EXERCISE AIM:
From the records below, extract all the text exactly and leave the images behind.

EXERCISE MATERIAL:
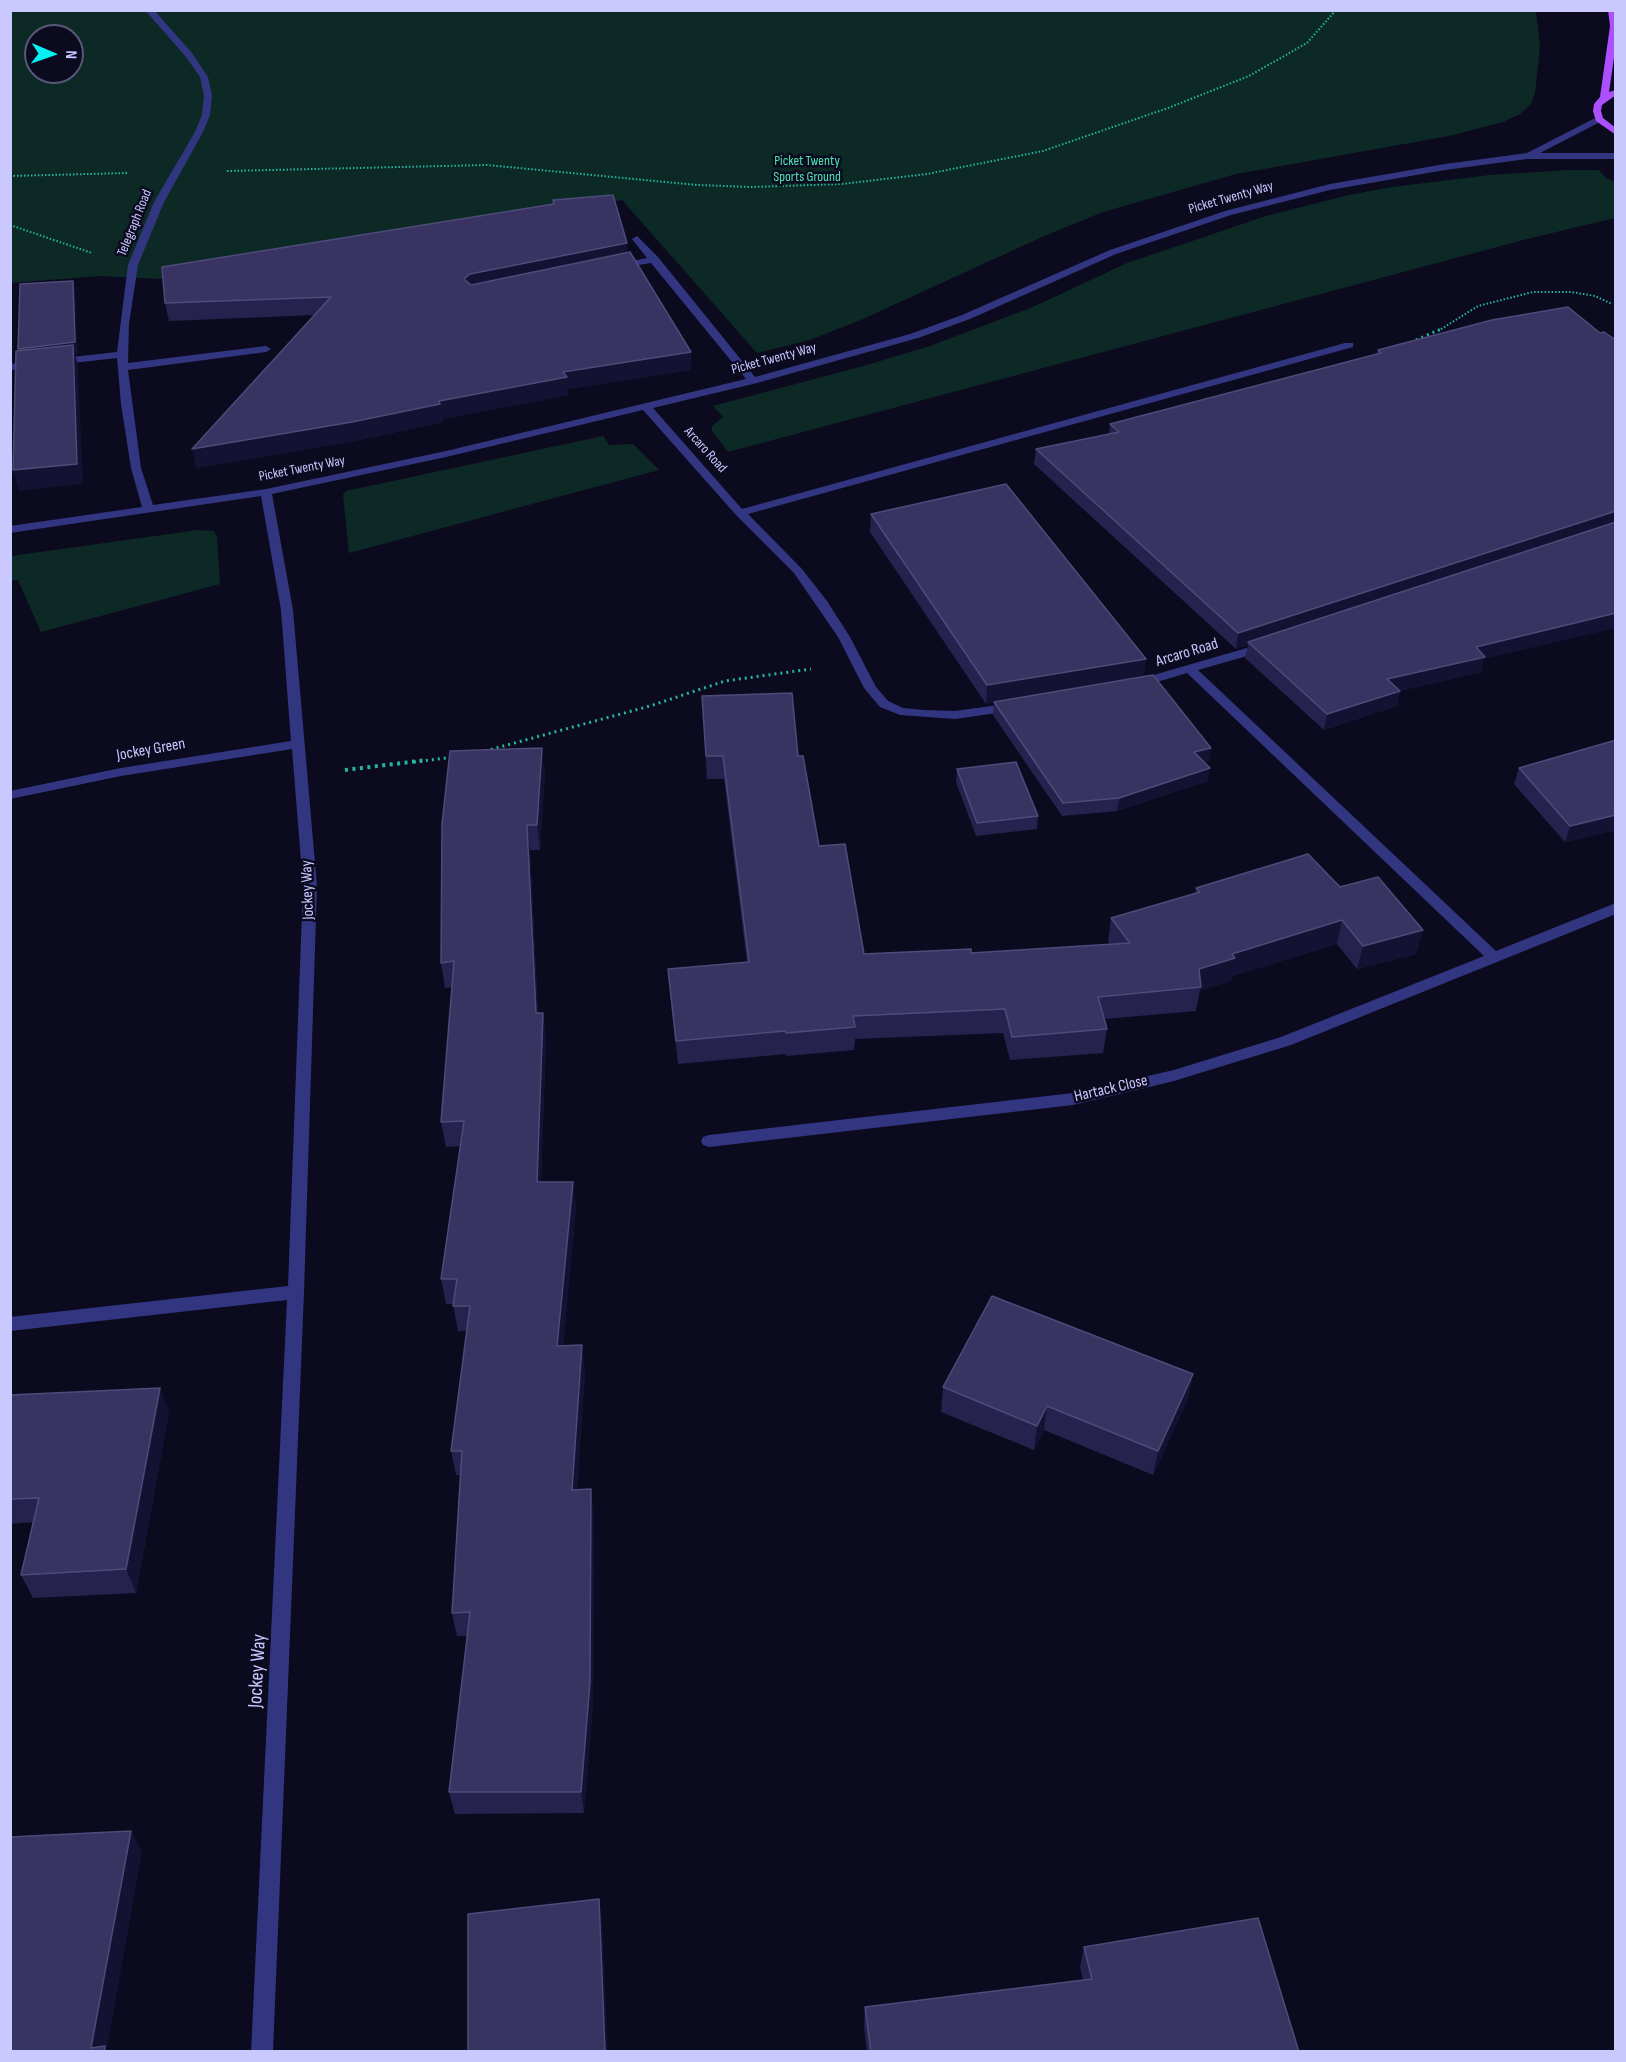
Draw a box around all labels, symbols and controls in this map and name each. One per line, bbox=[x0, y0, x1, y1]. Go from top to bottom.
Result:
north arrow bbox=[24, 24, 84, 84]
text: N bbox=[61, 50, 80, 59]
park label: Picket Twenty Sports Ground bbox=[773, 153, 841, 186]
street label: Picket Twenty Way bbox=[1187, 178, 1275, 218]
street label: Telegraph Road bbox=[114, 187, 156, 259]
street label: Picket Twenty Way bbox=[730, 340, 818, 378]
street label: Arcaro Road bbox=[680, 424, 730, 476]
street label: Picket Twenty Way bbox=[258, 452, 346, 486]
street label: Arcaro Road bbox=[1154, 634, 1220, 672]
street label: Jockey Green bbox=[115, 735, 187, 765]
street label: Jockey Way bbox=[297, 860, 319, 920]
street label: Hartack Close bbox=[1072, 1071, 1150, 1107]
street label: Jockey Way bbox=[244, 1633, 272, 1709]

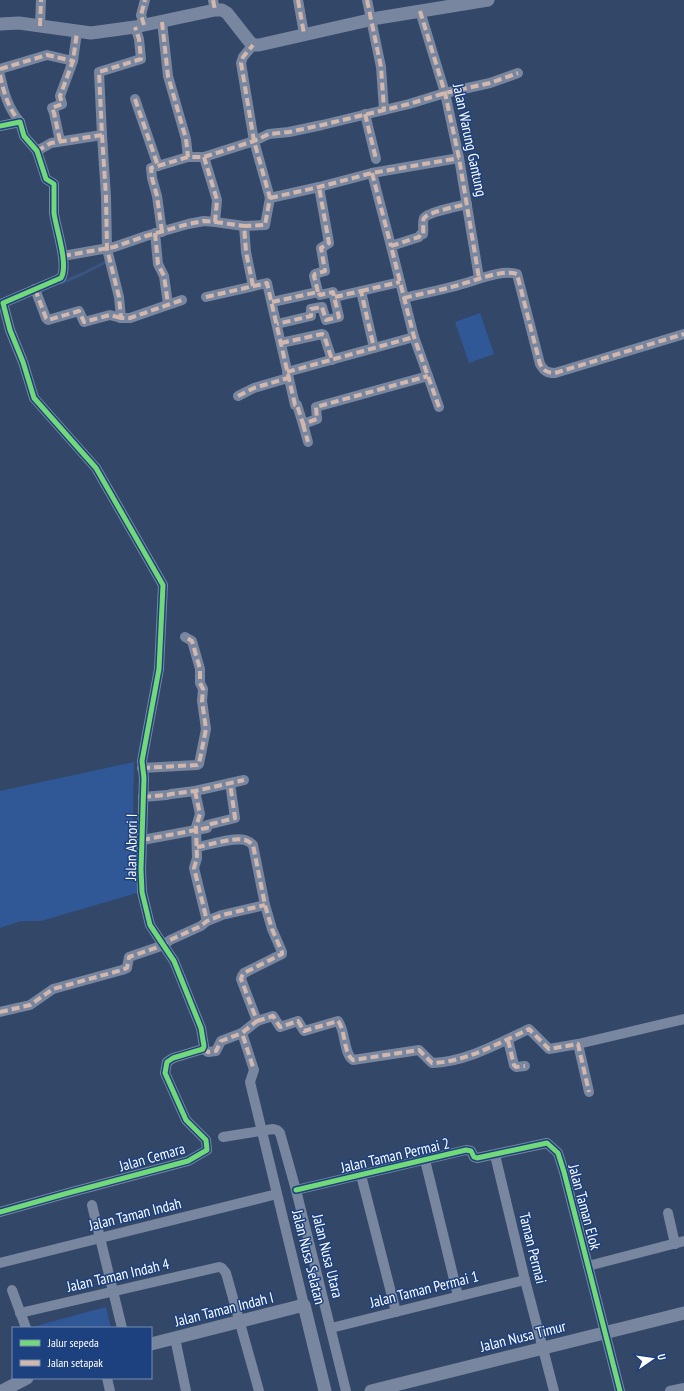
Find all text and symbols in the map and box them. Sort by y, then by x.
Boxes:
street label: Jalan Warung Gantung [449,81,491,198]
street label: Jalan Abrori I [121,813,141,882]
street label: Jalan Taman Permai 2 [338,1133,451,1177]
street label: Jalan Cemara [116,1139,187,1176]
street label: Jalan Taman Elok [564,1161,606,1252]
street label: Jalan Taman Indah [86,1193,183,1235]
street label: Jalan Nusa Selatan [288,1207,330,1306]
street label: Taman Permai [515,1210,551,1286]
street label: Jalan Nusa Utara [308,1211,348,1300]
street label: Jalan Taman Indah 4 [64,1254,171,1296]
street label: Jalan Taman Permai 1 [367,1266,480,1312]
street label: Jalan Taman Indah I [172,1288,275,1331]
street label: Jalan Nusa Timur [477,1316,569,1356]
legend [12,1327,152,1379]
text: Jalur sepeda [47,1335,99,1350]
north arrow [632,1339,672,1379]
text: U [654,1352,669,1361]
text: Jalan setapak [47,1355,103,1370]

WRITTEN ANSWER:
Draw a box around all labels, symbols and controls in this map and name each. One per line, bbox=[x0, y0, x1, y1]. Go from top to bottom.
Result:
north arrow bbox=[24, 24, 84, 84]
text: N bbox=[61, 50, 80, 59]
park label: Picket Twenty Sports Ground bbox=[773, 153, 841, 186]
street label: Picket Twenty Way bbox=[1187, 178, 1275, 218]
street label: Telegraph Road bbox=[114, 187, 156, 259]
street label: Picket Twenty Way bbox=[730, 340, 818, 378]
street label: Arcaro Road bbox=[680, 424, 730, 476]
street label: Picket Twenty Way bbox=[258, 452, 346, 486]
street label: Arcaro Road bbox=[1154, 634, 1220, 672]
street label: Jockey Green bbox=[115, 735, 187, 765]
street label: Jockey Way bbox=[297, 860, 319, 920]
street label: Hartack Close bbox=[1072, 1071, 1150, 1107]
street label: Jockey Way bbox=[244, 1633, 272, 1709]

Find all text and symbols in the map and box them. Sort by y, then by x.
Boxes:
street label: Jalan Warung Gantung [449,81,491,198]
street label: Jalan Abrori I [121,813,141,882]
street label: Jalan Taman Permai 2 [338,1133,451,1177]
street label: Jalan Cemara [116,1139,187,1176]
street label: Jalan Taman Elok [564,1161,606,1252]
street label: Jalan Taman Indah [86,1193,183,1235]
street label: Jalan Nusa Selatan [288,1207,330,1306]
street label: Taman Permai [515,1210,551,1286]
street label: Jalan Nusa Utara [308,1211,348,1300]
street label: Jalan Taman Indah 4 [64,1254,171,1296]
street label: Jalan Taman Permai 1 [367,1266,480,1312]
street label: Jalan Taman Indah I [172,1288,275,1331]
street label: Jalan Nusa Timur [477,1316,569,1356]
legend [12,1327,152,1379]
text: Jalur sepeda [47,1335,99,1350]
north arrow [632,1339,672,1379]
text: U [654,1352,669,1361]
text: Jalan setapak [47,1355,103,1370]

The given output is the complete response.